If a line of the material contains "grid", copy it.

============================================================

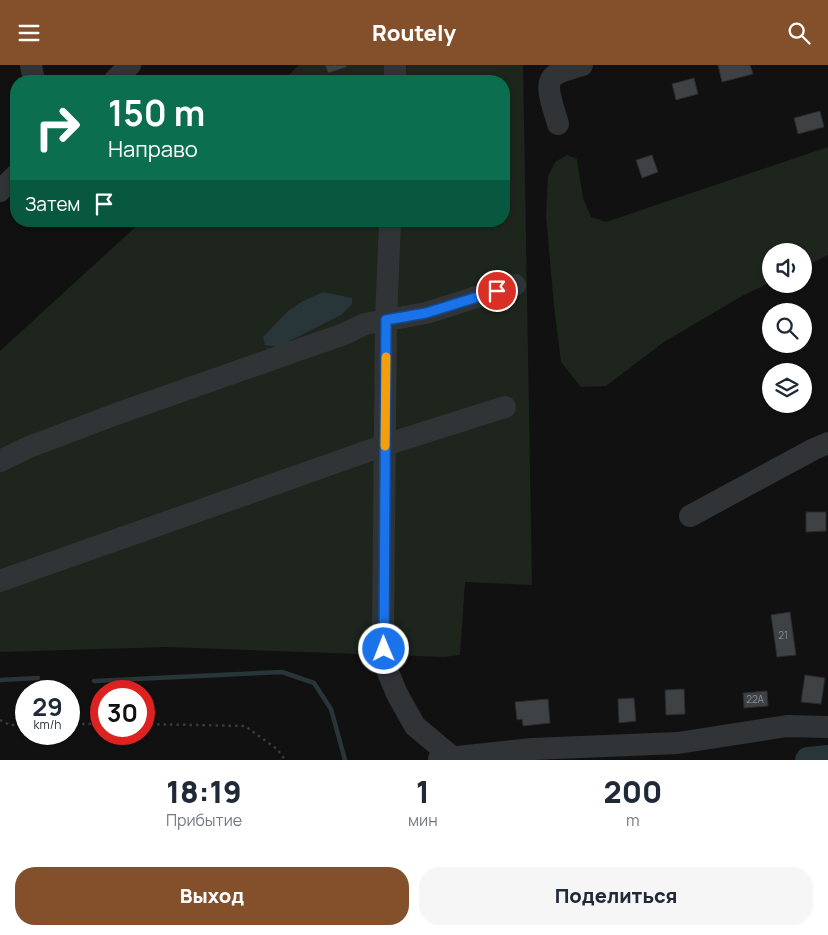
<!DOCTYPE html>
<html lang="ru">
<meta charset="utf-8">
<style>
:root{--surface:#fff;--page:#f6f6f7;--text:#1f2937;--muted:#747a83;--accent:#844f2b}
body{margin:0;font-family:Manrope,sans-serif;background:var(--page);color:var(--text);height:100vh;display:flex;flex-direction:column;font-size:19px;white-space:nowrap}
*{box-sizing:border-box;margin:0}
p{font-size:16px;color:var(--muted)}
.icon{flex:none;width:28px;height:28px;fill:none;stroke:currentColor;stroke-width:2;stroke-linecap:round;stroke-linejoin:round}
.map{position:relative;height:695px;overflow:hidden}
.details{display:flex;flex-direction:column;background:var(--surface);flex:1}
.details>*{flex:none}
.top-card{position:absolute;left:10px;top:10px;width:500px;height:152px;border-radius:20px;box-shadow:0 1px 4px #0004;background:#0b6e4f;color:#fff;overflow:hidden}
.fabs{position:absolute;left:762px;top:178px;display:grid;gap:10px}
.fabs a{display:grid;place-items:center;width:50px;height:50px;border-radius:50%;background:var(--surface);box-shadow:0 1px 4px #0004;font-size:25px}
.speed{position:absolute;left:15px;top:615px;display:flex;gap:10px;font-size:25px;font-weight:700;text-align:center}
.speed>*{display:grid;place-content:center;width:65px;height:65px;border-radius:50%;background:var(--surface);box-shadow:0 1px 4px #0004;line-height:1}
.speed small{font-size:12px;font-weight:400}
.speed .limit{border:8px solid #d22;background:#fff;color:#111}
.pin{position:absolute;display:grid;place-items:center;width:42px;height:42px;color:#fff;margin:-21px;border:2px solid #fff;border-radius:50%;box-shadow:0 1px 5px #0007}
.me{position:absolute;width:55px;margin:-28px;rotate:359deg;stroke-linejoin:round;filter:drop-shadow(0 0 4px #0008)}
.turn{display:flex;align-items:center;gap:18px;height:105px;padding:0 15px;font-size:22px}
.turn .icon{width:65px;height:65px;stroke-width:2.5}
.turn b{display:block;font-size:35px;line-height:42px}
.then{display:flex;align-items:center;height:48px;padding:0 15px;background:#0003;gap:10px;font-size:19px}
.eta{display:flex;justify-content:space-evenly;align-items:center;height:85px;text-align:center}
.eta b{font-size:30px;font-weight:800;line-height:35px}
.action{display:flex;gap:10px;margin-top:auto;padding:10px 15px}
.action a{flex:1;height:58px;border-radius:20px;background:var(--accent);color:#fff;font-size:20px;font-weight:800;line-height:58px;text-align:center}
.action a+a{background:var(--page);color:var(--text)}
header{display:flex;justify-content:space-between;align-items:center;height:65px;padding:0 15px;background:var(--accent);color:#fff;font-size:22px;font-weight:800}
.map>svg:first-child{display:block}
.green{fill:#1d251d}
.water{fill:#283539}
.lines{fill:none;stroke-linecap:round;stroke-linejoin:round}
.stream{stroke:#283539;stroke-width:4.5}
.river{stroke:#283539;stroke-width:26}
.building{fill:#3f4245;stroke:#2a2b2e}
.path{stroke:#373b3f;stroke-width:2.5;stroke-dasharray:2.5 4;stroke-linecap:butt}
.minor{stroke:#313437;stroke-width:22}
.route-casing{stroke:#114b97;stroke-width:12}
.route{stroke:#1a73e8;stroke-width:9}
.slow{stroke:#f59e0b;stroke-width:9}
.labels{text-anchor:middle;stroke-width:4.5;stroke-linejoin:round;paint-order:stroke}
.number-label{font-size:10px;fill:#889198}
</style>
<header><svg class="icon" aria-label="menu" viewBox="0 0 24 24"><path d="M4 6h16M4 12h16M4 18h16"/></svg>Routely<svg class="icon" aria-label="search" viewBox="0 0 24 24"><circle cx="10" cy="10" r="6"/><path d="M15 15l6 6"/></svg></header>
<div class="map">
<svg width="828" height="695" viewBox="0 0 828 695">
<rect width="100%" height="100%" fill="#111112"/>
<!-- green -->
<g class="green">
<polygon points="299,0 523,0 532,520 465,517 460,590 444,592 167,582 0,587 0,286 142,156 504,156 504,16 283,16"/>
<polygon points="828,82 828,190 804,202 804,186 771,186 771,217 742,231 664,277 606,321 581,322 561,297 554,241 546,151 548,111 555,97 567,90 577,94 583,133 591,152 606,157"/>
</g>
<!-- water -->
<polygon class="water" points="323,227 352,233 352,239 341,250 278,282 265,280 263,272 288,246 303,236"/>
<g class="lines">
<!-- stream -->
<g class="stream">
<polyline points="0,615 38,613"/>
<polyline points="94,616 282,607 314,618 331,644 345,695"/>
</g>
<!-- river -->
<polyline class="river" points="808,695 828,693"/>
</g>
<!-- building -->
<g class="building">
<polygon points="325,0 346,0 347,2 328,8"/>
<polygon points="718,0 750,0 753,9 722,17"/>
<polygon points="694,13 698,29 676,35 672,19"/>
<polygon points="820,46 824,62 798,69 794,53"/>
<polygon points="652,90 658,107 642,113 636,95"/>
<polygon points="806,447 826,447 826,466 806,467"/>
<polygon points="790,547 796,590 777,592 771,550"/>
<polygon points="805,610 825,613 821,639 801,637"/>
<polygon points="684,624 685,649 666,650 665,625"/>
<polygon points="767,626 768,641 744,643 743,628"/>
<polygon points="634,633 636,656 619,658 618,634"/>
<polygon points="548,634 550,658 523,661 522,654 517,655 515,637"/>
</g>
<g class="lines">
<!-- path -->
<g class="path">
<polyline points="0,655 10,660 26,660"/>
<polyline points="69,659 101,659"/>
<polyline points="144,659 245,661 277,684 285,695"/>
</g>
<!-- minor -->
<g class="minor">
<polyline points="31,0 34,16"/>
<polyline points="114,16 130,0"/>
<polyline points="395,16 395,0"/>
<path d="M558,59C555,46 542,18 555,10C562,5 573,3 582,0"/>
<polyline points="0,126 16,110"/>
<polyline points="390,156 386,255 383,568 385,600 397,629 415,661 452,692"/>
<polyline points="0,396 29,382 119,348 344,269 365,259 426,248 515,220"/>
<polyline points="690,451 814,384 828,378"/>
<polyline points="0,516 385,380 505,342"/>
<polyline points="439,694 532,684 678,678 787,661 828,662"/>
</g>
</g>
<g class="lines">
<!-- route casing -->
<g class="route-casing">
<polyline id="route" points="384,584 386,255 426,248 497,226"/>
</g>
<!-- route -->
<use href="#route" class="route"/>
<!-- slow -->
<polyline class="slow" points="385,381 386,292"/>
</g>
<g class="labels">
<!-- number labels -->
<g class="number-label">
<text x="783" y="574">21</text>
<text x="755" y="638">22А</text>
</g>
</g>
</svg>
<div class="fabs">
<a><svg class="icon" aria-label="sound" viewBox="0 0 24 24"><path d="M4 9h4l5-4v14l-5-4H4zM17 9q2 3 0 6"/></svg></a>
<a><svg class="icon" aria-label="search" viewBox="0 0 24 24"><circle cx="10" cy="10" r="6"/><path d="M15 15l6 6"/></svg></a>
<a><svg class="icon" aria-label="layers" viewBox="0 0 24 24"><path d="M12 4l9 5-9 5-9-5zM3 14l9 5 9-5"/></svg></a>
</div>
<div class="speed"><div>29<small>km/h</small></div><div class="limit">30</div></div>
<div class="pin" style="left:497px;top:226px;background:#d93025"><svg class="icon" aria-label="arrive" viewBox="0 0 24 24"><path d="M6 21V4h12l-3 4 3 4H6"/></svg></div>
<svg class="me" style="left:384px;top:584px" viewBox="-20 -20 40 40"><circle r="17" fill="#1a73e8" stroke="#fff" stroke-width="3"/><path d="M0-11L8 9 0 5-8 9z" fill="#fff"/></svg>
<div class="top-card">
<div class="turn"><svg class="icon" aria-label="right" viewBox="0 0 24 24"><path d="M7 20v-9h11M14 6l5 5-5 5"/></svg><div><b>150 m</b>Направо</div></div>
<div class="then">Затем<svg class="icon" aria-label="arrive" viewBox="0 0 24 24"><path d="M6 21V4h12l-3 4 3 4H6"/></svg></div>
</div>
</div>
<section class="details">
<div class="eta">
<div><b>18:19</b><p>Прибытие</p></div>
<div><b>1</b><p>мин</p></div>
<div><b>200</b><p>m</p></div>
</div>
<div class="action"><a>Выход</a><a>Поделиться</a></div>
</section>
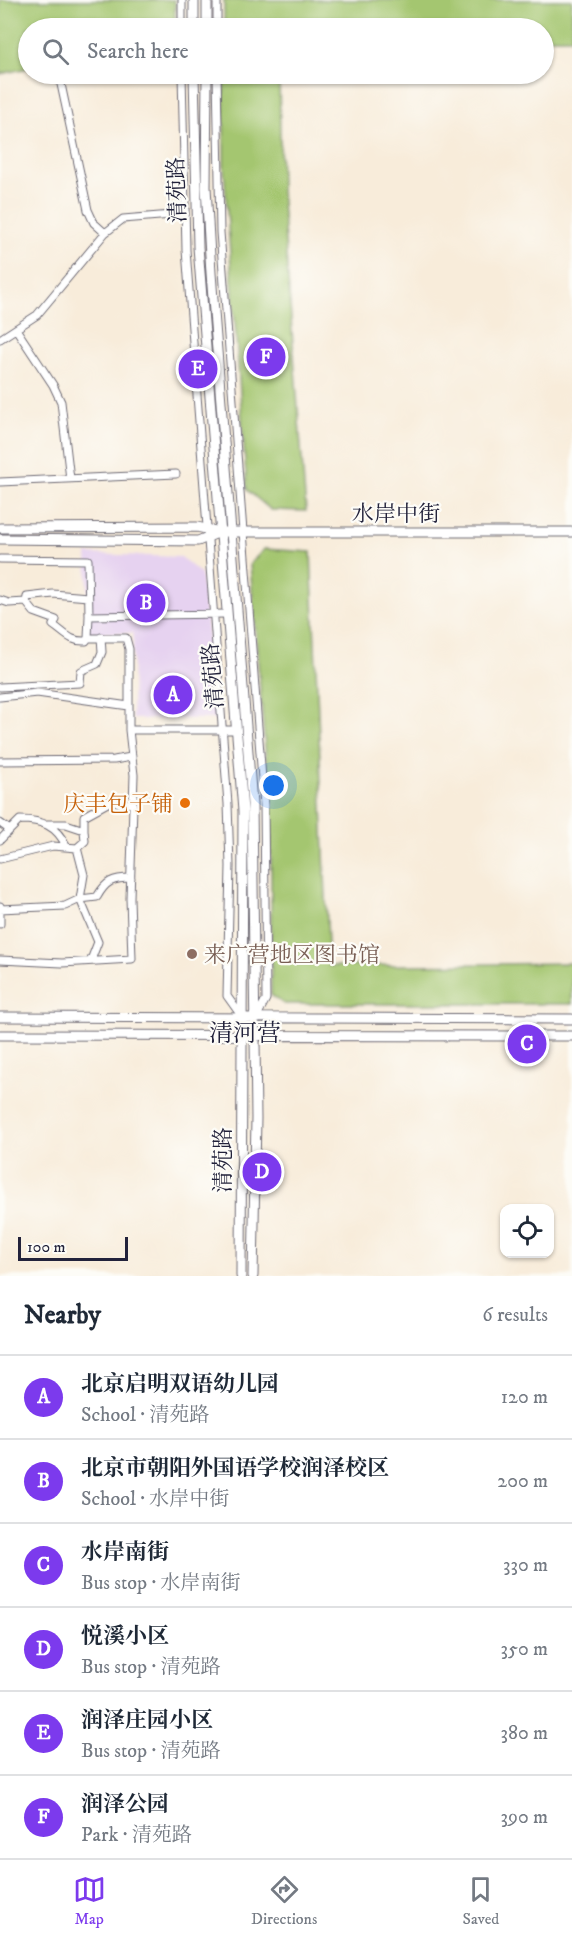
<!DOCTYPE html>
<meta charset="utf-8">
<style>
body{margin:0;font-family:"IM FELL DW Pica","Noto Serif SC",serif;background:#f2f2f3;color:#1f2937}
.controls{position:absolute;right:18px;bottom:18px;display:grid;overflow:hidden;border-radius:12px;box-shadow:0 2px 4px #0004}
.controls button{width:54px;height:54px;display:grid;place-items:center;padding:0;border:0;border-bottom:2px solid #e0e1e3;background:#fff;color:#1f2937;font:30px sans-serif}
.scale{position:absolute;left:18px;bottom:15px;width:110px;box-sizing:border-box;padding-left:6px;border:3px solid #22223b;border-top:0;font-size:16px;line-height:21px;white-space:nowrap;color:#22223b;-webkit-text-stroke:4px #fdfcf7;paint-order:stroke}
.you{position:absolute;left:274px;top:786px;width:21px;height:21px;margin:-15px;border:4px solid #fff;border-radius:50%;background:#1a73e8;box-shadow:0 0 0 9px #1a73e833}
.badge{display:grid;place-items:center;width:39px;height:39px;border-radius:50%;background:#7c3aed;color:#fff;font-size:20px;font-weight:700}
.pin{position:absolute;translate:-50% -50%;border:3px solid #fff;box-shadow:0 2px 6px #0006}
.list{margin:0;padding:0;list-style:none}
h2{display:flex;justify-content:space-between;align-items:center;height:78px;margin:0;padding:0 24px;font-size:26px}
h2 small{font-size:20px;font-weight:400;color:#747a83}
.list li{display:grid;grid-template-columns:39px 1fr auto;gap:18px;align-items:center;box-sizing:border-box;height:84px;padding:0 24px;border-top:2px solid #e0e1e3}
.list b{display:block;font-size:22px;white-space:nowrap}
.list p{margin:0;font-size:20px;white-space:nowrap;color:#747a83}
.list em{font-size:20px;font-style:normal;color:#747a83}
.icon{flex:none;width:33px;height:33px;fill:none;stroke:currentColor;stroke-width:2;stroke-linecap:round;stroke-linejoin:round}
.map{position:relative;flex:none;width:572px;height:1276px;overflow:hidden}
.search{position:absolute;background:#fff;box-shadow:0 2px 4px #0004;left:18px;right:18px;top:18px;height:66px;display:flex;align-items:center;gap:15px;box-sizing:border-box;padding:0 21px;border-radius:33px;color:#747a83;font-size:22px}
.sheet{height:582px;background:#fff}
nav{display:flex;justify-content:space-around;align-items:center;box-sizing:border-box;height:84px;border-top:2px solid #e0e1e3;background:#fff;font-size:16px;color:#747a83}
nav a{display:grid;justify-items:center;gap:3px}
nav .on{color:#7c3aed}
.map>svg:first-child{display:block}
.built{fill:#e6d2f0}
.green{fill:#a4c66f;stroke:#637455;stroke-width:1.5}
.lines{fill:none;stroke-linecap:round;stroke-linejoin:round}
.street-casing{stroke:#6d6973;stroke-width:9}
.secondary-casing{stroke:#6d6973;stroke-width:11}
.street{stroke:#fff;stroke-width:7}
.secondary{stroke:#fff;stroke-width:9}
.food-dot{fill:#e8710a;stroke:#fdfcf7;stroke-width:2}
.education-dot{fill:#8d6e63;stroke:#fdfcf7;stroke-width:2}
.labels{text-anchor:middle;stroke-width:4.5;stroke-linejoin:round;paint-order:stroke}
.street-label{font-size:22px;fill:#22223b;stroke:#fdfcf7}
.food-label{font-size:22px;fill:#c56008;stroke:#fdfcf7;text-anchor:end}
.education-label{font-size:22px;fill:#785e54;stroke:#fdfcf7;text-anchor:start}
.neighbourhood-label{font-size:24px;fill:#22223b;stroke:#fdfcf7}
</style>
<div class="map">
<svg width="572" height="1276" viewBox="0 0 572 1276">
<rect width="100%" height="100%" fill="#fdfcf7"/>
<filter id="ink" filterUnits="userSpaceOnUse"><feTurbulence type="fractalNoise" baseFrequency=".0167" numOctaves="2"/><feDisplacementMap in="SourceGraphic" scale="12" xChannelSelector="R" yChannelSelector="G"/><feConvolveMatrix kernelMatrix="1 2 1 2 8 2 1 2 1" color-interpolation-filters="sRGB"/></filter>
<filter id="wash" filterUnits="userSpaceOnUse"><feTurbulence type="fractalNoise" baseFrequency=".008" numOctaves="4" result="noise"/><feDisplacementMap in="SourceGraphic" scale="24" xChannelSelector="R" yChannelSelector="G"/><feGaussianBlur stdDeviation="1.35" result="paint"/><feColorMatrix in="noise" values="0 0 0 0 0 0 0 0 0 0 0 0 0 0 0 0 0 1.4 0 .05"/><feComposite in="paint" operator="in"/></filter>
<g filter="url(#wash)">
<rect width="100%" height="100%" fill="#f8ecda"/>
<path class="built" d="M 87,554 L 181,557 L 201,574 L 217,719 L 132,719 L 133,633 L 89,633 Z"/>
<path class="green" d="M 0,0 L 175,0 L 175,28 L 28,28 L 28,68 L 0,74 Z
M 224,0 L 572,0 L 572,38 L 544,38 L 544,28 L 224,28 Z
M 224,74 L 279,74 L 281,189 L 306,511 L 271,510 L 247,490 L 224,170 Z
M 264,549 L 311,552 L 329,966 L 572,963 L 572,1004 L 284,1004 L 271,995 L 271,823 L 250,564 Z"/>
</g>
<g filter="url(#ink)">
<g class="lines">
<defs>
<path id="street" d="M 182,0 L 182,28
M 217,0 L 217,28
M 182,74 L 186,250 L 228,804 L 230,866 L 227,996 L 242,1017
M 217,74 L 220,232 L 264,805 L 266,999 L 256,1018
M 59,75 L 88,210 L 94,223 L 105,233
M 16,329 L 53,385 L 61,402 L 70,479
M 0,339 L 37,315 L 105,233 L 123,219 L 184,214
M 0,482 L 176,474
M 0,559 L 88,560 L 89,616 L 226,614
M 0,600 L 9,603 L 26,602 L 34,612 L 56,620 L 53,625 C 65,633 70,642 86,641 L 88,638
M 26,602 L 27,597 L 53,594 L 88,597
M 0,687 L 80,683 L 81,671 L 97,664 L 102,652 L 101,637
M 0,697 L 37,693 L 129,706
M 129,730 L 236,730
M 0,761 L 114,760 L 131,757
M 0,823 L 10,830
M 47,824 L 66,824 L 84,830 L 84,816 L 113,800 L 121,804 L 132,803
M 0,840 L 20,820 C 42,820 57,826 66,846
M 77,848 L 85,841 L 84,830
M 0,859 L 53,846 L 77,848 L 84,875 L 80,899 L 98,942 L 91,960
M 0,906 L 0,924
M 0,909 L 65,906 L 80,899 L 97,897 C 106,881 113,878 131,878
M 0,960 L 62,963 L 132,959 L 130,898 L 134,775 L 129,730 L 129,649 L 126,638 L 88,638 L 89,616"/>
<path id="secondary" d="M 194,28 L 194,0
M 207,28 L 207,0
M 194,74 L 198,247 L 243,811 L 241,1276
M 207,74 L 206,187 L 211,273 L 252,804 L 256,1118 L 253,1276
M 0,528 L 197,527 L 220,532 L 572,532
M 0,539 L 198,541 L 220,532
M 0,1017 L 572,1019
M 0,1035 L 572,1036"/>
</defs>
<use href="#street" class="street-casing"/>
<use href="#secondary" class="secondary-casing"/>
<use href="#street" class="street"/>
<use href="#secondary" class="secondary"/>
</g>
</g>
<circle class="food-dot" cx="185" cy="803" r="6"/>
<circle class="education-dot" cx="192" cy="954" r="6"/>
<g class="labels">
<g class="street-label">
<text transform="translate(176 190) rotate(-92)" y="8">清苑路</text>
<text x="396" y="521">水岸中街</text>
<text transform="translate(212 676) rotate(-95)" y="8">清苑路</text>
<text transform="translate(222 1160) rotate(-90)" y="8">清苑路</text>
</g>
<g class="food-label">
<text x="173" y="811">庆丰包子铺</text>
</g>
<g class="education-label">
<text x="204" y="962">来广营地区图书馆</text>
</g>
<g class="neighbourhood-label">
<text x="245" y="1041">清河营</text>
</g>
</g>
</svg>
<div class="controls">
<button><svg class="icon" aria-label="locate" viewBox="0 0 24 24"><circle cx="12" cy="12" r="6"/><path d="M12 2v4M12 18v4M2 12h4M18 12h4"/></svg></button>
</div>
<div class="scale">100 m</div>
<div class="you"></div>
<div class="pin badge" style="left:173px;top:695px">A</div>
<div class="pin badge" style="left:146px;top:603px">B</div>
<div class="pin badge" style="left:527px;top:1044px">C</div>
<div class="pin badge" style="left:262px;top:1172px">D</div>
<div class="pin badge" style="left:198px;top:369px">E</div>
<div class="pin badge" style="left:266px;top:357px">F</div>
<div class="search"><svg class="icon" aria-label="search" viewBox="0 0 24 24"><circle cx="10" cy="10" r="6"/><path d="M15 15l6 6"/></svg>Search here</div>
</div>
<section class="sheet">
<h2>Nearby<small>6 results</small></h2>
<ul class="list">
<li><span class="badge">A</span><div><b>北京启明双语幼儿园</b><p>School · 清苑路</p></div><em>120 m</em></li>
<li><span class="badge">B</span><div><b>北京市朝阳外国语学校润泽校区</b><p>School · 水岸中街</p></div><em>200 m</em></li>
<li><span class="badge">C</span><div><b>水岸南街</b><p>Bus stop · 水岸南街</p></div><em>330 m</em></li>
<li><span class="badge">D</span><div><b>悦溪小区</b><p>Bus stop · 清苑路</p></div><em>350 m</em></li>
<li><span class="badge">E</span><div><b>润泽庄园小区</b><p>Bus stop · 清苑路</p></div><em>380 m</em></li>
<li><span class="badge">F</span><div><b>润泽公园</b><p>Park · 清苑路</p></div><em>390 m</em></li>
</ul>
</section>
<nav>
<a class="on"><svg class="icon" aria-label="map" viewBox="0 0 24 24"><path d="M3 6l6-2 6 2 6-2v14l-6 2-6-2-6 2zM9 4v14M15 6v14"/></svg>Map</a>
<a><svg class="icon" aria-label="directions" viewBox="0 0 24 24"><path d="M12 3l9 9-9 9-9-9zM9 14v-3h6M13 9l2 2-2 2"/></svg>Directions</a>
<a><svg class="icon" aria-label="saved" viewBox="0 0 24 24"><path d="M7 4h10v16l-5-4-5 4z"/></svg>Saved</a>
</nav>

============================================================

| WORKED SOLUTION |
.fabs{position:absolute;left:762px;top:178px;display:grid;gap:10px}
.fabs a{display:grid;place-items:center;width:50px;height:50px;border-radius:50%;background:var(--surface);box-shadow:0 1px 4px #0004;font-size:25px}
.speed>*{display:grid;place-content:center;width:65px;height:65px;border-radius:50%;background:var(--surface);box-shadow:0 1px 4px #0004;line-height:1}
.pin{position:absolute;display:grid;place-items:center;width:42px;height:42px;color:#fff;margin:-21px;border:2px solid #fff;border-radius:50%;box-shadow:0 1px 5px #0007}
.controls{position:absolute;right:18px;bottom:18px;display:grid;overflow:hidden;border-radius:12px;box-shadow:0 2px 4px #0004}
.controls button{width:54px;height:54px;display:grid;place-items:center;padding:0;border:0;border-bottom:2px solid #e0e1e3;background:#fff;color:#1f2937;font:30px sans-serif}
.badge{display:grid;place-items:center;width:39px;height:39px;border-radius:50%;background:#7c3aed;color:#fff;font-size:20px;font-weight:700}
.list li{display:grid;grid-template-columns:39px 1fr auto;gap:18px;align-items:center;box-sizing:border-box;height:84px;padding:0 24px;border-top:2px solid #e0e1e3}
nav a{display:grid;justify-items:center;gap:3px}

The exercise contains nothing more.